They're dinky, they're Pinky and

The Brain, brain brain brain,



Useless Fact[]

*Yakko: And now another...

(Rock saying "useless fact" crushed sign saying "Useful fact")

*Yakko: Useless fact. A shrimp's heart is in its head. What's wrong? Headache?

*Shrimp: No, heartburn.

(Drums play)

*Yakko: This has been another...

(Rock saying "useless fact" hits ground loudly)

*Yakko: Useless fact.

Rita and Runt intro[]


*Warner Trio:

Like Abbott and Costello

Like Sonny and Cher

Like Martin and Lewis they're a perfect pair

(Runt slides mud into Rita)

Like laurel and hardy,

(Runt lets go of the piano, which squashes Rita)

Like Fontanne and Lunt.

They're perfectly mismatched,

They're Rita and Runt.

(Both come out of trash can.

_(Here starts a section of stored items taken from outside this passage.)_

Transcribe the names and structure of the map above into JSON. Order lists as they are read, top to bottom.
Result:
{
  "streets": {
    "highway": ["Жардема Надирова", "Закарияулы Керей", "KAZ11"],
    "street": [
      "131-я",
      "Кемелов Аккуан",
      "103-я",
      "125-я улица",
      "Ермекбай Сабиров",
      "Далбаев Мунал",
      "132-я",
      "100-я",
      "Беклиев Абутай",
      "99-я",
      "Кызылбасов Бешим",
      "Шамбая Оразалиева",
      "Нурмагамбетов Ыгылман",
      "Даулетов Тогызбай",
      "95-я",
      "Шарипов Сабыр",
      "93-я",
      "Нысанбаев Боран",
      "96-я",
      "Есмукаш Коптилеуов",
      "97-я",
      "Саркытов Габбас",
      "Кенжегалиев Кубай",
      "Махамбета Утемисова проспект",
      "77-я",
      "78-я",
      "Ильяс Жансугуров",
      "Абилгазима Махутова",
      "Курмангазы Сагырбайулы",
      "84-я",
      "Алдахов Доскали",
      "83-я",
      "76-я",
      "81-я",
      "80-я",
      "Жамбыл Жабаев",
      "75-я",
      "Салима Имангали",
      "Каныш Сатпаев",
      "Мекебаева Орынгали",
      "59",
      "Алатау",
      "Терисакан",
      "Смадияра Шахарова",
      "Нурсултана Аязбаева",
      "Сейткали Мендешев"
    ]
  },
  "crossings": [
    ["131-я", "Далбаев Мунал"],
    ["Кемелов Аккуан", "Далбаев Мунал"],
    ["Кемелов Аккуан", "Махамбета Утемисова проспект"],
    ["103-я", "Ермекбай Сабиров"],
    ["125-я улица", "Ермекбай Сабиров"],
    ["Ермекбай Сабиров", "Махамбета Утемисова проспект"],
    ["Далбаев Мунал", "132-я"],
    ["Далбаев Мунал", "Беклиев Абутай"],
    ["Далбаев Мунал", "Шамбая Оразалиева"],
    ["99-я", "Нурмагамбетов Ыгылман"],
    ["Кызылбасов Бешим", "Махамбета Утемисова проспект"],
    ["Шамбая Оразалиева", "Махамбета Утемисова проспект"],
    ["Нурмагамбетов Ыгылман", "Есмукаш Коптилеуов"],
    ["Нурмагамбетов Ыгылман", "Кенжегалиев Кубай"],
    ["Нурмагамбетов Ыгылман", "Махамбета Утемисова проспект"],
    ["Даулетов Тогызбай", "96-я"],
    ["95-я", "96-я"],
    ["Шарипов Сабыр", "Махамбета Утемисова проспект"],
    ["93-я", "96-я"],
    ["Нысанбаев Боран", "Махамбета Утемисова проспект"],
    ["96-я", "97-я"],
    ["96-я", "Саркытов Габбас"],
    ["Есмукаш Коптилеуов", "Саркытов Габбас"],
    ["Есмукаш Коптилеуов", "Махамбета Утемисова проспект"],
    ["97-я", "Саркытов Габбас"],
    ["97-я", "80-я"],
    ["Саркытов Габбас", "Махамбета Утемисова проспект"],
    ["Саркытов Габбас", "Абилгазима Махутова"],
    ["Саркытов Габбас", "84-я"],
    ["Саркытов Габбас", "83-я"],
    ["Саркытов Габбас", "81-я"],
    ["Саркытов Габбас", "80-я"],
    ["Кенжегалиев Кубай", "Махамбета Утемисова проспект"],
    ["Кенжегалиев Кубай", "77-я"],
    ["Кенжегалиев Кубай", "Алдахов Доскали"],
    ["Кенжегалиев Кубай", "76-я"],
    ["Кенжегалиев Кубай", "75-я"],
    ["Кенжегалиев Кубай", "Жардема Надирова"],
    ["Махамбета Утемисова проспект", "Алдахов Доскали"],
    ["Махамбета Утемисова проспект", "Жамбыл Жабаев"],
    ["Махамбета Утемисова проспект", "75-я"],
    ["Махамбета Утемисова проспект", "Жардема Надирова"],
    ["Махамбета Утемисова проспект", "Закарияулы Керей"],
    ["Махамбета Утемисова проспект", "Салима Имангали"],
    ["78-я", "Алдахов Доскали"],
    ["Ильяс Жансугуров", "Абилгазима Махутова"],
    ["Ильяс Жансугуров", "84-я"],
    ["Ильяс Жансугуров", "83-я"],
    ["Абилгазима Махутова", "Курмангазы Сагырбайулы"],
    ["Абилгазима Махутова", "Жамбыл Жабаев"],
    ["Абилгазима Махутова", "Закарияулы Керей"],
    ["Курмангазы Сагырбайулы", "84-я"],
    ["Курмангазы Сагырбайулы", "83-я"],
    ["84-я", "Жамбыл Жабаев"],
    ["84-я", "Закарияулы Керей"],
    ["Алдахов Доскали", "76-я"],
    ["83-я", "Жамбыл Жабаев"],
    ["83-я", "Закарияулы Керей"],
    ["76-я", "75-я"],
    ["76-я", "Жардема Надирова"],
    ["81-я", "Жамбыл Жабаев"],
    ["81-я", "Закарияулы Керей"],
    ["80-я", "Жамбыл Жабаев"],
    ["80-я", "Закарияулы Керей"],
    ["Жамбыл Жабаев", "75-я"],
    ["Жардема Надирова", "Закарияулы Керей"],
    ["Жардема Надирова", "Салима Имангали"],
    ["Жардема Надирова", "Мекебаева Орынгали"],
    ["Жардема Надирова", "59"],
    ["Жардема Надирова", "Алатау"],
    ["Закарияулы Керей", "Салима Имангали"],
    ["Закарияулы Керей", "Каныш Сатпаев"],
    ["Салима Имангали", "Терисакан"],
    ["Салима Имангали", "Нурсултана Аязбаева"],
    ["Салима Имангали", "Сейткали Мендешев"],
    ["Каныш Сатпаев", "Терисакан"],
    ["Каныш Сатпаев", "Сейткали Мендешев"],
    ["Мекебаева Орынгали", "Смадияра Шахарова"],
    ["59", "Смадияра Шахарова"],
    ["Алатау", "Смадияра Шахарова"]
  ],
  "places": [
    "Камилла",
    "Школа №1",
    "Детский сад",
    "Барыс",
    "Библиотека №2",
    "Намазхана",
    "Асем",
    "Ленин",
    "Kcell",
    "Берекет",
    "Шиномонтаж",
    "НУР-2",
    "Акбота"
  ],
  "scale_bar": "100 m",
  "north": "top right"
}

Runt hugs Rita.)

Kiki's Kitten[]

*Dr 1: Dr. Baboo, so kind of you to come. Thank you for asking me,

*Dr 2: Dr. Himp. I only hope that I may be of help to you in your primatial researchings.

*Dr 1: As you can see, these are our gorillas in the mist. Perfectly harmless. Completely at peace.

*Dr 2: Mm-hm. Very misty.

*Dr 1: And here are our gorillas at the Ritz.

(Gorillas grunt and dance to Puttin' on the Ritz)

*Dr 2: Mm-hm. Very dancy.

*Dr 1: This one's the problem. Kiki, the angriest ape in the world.

(Gorilla roars and slaps chest, cuts down tree, roars and slaps chest, collides into glass wall)

*Dr 2: Aah! In all my years studying gorillas in the Kahuzi-Biega, I have never seen such aggressionality.

*Dr 1: That is why she's kept separate from the other social groupings.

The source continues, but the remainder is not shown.